CANMORE – Former Olympian Brittany Webster is trading the Bow River for Lake Okanagan, starting new chapters for herself and the Rundle Mountain Cycling Club (RMCC).
The former RMCC coach moved late last month to Kelowna for kinesiology studies at Okanagan College.
During Webster’s three years mentoring youth and teen athletes at RMCC, she brought an “Olympic-level attitude” to the program, which helped spark breakout performances from local racers Eva Poidevin, Logan Sadesky and Jack Menzies, among others, on national and provincial levels.
But the funny thing about Webster turning to coaching is she was strictly against it – at least at first.
“I told myself when I stopped (cross-country) skiing (after the 2014 Sochi Games) that I never wanted to be a coach,” she said.
But when an opportunity to assist in coaching with RMCC’s youth program came up in 2015, she warmed to the idea.
It ended up being a life-changing decision for the former Olympian and, as Webster puts it, “they made me eat my words” about coaching.
“I stepped in with the programming on an as needed basis and totally loved it,” she said. “Whether they know it or not, they helped me realize I love coaching and helping people.”
Her post-secondary program in kinesiology, with which she hopes leads to a career in physiotherapy, is an extension of that love for coaching and helping others achieve their goals.
Former RMCC president James Kendal is sad to see Webster leave the club and said she brought an Olympic-level approach as a coach, but still combined her style with a fun atmosphere for the riders.
“She was pretty hands-on and rode with them and pushed them and wasn’t just doing it from the sidelines,” Kendal said. “She advanced the level of racing with our youth that in the past had only been seen with adult racers.”
Taking over for Webster is Ian Murray, a well-known cyclist in the community.
“I’m looking forward to building off the great job Brittany has done,” Murray said in a June 2018 interview with the Outlook.
Working alongside RMCC athletes on a daily basis, helping propel them to the next level of their young racing careers was like second nature to Webster.
She said it was a positive experience to give athletes a trajectory to follow.
“They all achieved their goals and I’m satisfied I made that happen for them and without this program they wouldn’t have gone where they did go,” Webster said.
In the beginning, Webster kept the program simple. She would deliver training programs to up-and-comers Sadesky and Poidevin for the off-season and come June, full-time training would kick it.
Webster was able to get her athletes exposed to other racers outside the province as she knew mountain bike nationals would be held in Canmore in 2017 and 2018, where the best in Canada faced off.
“We transitioned in hiring a strength and conditioning coach, started doing more technical stuff, and the program developed into a full-time race team,” Webster said.
“The team as a whole was super strong.
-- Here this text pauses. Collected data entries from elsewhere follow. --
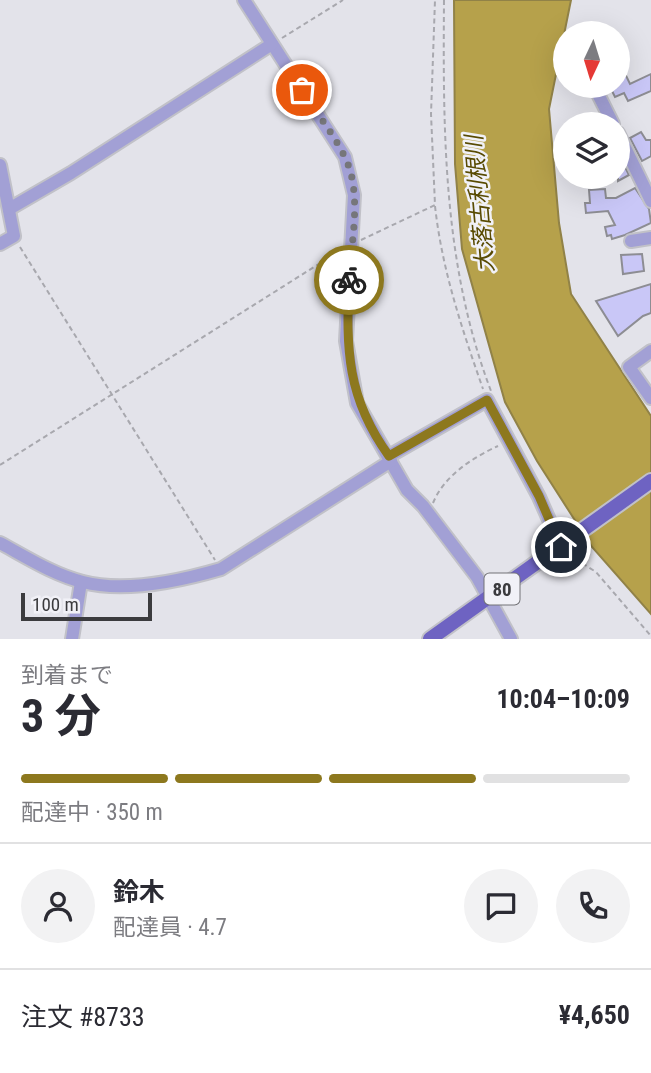 <!DOCTYPE html>
<html lang="ja">
<meta charset="utf-8">
<style>
:root{--surface:#fff;--page:#f2f2f3;--text:#2b2b33;--muted:#7c7c81;--line:#e1e1e2;--accent:#8d781e}
body{margin:0;font-family:"Roboto Condensed","Noto Sans JP",sans-serif;background:var(--page);color:var(--text);height:100vh;display:flex;flex-direction:column;font-size:26px;white-space:nowrap}
*{box-sizing:border-box;margin:0}
p{font-size:23px;color:var(--muted)}
.icon{flex:none;width:38px;height:38px;fill:none;stroke:currentColor;stroke-width:2;stroke-linecap:round;stroke-linejoin:round}
.map{position:relative;height:639px;overflow:hidden}
.panel{display:flex;flex-direction:column;background:var(--surface);flex:1}
.panel>*{flex:none}
.needle{width:46px;rotate:184deg}
.fabs{position:absolute;left:553px;top:21px;display:grid;gap:14px}
.fabs a{display:grid;place-items:center;width:77px;height:77px;border-radius:50%;background:var(--surface);box-shadow:0 7px 28px #0002;font-size:35px}
.scale{position:absolute;left:21px;bottom:18px;width:131px;box-sizing:border-box;padding-left:7px;border:4px solid #3b3b3e;border-top:0;font-size:19px;line-height:24px;white-space:nowrap;color:#3b3b3e;-webkit-text-stroke:5px #f1f1f7;paint-order:stroke}
.pin{position:absolute;display:grid;place-items:center;width:60px;height:60px;color:#fff;margin:-30px;border:4px solid #fff;border-radius:50%;box-shadow:0 2px 7px #0007}
.courier{position:absolute;display:grid;place-items:center;width:70px;height:70px;margin:-35px;border:5px solid #8d781e;border-radius:50%;background:#fff;color:#222;box-shadow:0 2px 9px #0007}
.headline em{font-style:normal;font-weight:700}
.headline div{display:flex;flex-direction:column-reverse}
.headline{display:flex;align-items:center;justify-content:space-between;height:119px;padding:0 21px}
h1{font-size:46px;font-weight:700;line-height:52px}
.bar{display:grid;grid-template-columns:repeat(4,1fr);gap:10px 7px;align-content:center;height:84px;padding:0 21px}
.bar i{height:9px;border-radius:5px;background:var(--line)}
.bar .on{background:var(--accent)}
.bar p{grid-column:span 4}
.line{display:flex;align-items:center;gap:18px;padding:0 21px;border-top:2px solid var(--line)}
.line div{flex:1}
.round{display:grid;place-items:center;flex:none;width:74px;height:74px;border-radius:37px;background:var(--page)}
.map>svg:first-child{display:block}
.water{fill:#b6a14b;stroke:#918247;stroke-width:2}
.building{fill:#c9c7f7;stroke:#8d8d93;stroke-width:2}
.lines{fill:none;stroke-linecap:round;stroke-linejoin:round}
.minor-casing{stroke:#c1c1c8;stroke-width:16}
.major-casing{stroke:#c1c1c8;stroke-width:18}
.path{stroke:#a8a8ae;stroke-width:2;stroke-dasharray:5 3.5;stroke-linecap:butt}
.minor{stroke:#a2a0d5;stroke-width:12}
.major{stroke:#6e63c2;stroke-width:14}
.done{stroke:#76767a;stroke-width:7;stroke-dasharray:0 12.6}
.route{stroke:#8d781e;stroke-width:9}
.labels{text-anchor:middle;dominant-baseline:central;stroke-width:5;stroke-linejoin:round;paint-order:stroke}
.shield{fill:#f1f1f7;stroke:#727276;stroke-width:2}
.shield-label{font-size:19px;font-weight:bold;fill:#3b3b3e}
.water-label{font-size:23px;font-style:italic;fill:#584a02;stroke:#f1f1f7}
</style>
<div class="map">
<svg width="651" height="639" viewBox="0 0 651 639">
<rect width="100%" height="100%" fill="#e3e3ea"/>
<path class="water" d="M454 0H571L549 109 559 223 571 294 651 416V614L592 547 537 461 505 402 462 249 455 164Z"/>
<g class="building">
<path d="M618 59 630 84 651 74V91L628 101 624 93 615 97 611 89 618 86Z"/>
<path d="M641 132 646 140H651V156L642 161 630 138Z"/>
<path d="M618 153 629 175 618 181Z"/>
<path d="M635 188 649 209 651 223 625 235 612 239 611 235 607 236 605 227 615 225 608 211 586 213 585 203H590L589 190 605 189 606 198H616Z"/>
<path d="M642 254 644 271 623 274 621 255Z"/>
<path d="M651 284V313L643 316 618 336 596 301Z"/>
</g>
<g class="lines">
<defs>
<g id="minor">
<path d="M244 0 345 157 354 195 346 341 357 403 407 490 423 506 477 577 511 639"/>
<path d="M597 92 613 124"/>
<path d="M618 133 651 201"/>
<path d="M0 165 14 236 0 244"/>
<path d="M9 209 71 173 272 44"/>
<path d="M631 241 651 238"/>
<path d="M651 351 629 367 651 398"/>
<path d="M389 456 487 400 539 497 561 547"/>
<path d="M0 543C26 557 54 575 83 582 125 593 180 581 221 569L391 461"/>
<path d="M72 639 81 582"/>
</g>
<path id="major" d="M430 639 651 481"/>
</defs>
<use href="#minor" class="minor-casing"/>
<use href="#major" class="major-casing"/>
<g class="path">
<path d="M444 0C443 133 443 265 491 391"/>
<path d="M282 38 343 0"/>
<path d="M435 206C442 270 462 329 483 389"/>
<path d="M361 240 435 205 431 114 435 0"/>
<path d="M20 247 215 560"/>
<path d="M0 465 341 250"/>
<path d="M433 503C444 476 472 458 498 446"/>
<path d="M568 554 596 572 651 636"/>
</g>
<use href="#minor" class="minor"/>
<use href="#major" class="major"/>
</g>
<g class="lines">
<path class="done" d="M302 90C317 115 341 142 350 170 360 205 351 245 349 280"/>
<path class="route" d="M349 280C346 350 347 398 389 456L487 400 539 496 561 547"/>
</g>
<g class="labels">
<rect class="shield" x="484.5" y="573.5" width="35" height="31" rx="5"/>
<g class="shield-label">
<text x="502" y="589">80</text>
</g>
<g class="water-label">
<text transform="translate(480 204) rotate(-95)">大落古利根川</text>
</g>
</g>
</svg>
<div class="fabs">
<a><svg class="needle" viewBox="-14 -14 28 28"><path d="M0-13l5 13h-10z" fill="#e53935"/><path d="M0 13l5-13h-10z" fill="#7c7c81"/></svg></a>
<a><svg class="icon" aria-label="layers" viewBox="0 0 24 24"><path d="M12 4l9 5-9 5-9-5zM3 14l9 5 9-5"/></svg></a>
</div>
<div class="scale">100 m</div>
<div class="pin" style="left:302px;top:90px;background:#ea580c"><svg class="icon" aria-label="bag" viewBox="0 0 24 24"><path d="M5 8h14l-1 12H6zM9 8a3 3 0 0 1 6 0"/></svg></div>
<div class="pin" style="left:561px;top:547px;background:#1f2937"><svg class="icon" aria-label="home" viewBox="0 0 24 24"><path d="M3 11l9-7 9 7M6 9v11h12V9"/></svg></div>
<div class="courier" style="left:349px;top:280px"><svg class="icon" aria-label="bike" viewBox="0 0 24 24"><circle cx="6" cy="16" r="4"/><circle cx="18" cy="16" r="4"/><path d="M6 16l4-8h5l3 8M10 8l3 8H6M13 5h3"/></svg></div>
</div>
<section class="panel">
<div class="headline"><div><h1>3 分</h1><p>到着まで</p></div><em>10:04–10:09</em></div>
<div class="bar"><i class="on"></i><i class="on"></i><i class="on"></i><i></i><p>配達中 · 350 m</p></div>
<div class="line" style="height:126px"><a class="round"><svg class="icon" aria-label="person" viewBox="0 0 24 24"><circle cx="12" cy="8" r="4"/><path d="M4 21q1-7 8-7t8 7"/></svg></a><div><b>鈴木</b><p>配達員 · 4.7</p></div><a class="round"><svg class="icon" aria-label="chat" viewBox="0 0 24 24"><path d="M4 5h16v11H9l-5 4z"/></svg></a><a class="round"><svg class="icon" aria-label="phone" viewBox="0 0 24 24"><path d="M5 4h4l2 5-3 2q2 4 5 5l2-3 5 2v4C11 20 4 13 5 4z"/></svg></a></div>
<div class="line" style="height:91px"><div>注文 #8733</div><b>¥4,650</b></div>
</section>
They became the best mountain bike team in the province pretty quickly.”
Under Webster, the teen riders eventually became the RMCC-R Express Race Team.
“Basically, this whole team has become something all the young athletes can aspire to be like … a foundation has been laid in place for all young riders now to have the opportunity to be able to work with a full-time coach and compete with the best riders in Canada.”